Having anonymous sex with hot guys is an individual choice. I am not here to judge people's promiscuity. However, it is important to engage in these behaviours with informed choices, and be aware of what you are doing: your desires, your needs and the consequences that it has in your life.

Many of my clients come to me reporting the following problems:
'I lost myself. And I keep losing myself every weekend'

'I can't stop hooking-up with strangers nearby. It's so empty and meaningless. At the time, it is such a thrill. But as soon as I cum, I feel empty as ashamed. In fact, it makes me hate myself.'

'It seems that I can't get passed the first date. After one evening with a guy, they either lose interest pretty quickly, or I do. It's so hard to find a partner who is willing to have a second date.' 

'I feel depressed because I spent the whole night on Grindr again. I never got off. I just look at all those profile pics. Before I knew it, it was 4am! I'm so exhausted. I can't concentrate at work.'

'I feel so ashamed because, once again, on Saturday night, after a few drinks, I got Grindr out, had a quickie with some bloke. Then had a line of coke. More drinks. Hooked up with another guy, he wasn't attractive. Then got more drunk. Got Grindr out again. Ended up in a sex party in someone's flat. Took more drugs, don't know what I took. And had sex until Sunday mid-day. I don't think I used a condom all the time. I can't be sure. I'm going to have to go to Dean Street Express to get checked out, again!'

'I go to the gym six times a week, got a personal trainer who pushes me, too. But I'm just not getting a good enough body, like all those guys on Grindr. Who would want someone looking like me?'

'I bought some pills online for muscle development. I hate my body.'

'I put on my profile that I'm bottom because I'm so scared not to get it up when I meet a guy off Grindr. There is no time to get to know the guy, or foreplay. There's an expectation to be hard and ready. There's less pressure being a bottom. I can't remember last time I topped. I do enjoy topping though, but I've given up on it. Too much hassle'

'I keep having sexual problems because of the high expectations of the sex meet. People come with the expectation that it has to be the best hook-up of their lives. Now, I'm always anxious when I think about sex.'

'I've stopped eating breakfast and dinner so that I can get into those skinny jeans. I only have a salad for lunch. I don't care. I need to be skinny because I'm a twink'

Shame, low self-esteem, self-hatred, guilt, anxiety, depression, sexual problems, body dismorphia and eating disorders are common problems amongst gay men.

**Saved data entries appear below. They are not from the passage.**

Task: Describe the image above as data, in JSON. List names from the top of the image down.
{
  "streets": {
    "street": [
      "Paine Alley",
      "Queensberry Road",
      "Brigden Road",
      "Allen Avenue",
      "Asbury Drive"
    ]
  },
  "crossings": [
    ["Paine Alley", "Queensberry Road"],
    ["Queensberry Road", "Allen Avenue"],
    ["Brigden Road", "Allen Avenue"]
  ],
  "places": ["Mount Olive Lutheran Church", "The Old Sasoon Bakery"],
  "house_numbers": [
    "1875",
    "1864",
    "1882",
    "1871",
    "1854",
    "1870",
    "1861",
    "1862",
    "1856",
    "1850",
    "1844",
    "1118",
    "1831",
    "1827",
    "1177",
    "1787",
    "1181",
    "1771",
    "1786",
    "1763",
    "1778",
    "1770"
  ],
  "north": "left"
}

So, hooking up on Grindr and other similar apps, and having anonymous sex is not the problem. This is not about judging sexual practice. The problem is the consequences of those behaviours. If you feel happy and relaxed and able to manage the rest of your life whilst being on Grindr and having casual sex, no problem! Fantastic!
But if you feel bad, shameful, depressed, exhausted after it and ultimately unable to maintain a relationship that lasts more than one night even when you want to, then there is a big problem. 
Most of my gay male clients report problems similar to these. By losing themselves, they lose their self-esteem, their confidence, and above all, their integrity. They report feeling empty and soulless, and this is a very bad place in which to find yourself.

Just as there is a health warning message for alcohol which states 'drink responsibly', I think there should be a message on hook-up apps that should say 'Use it moderately, and make time for face-to-face friendship'.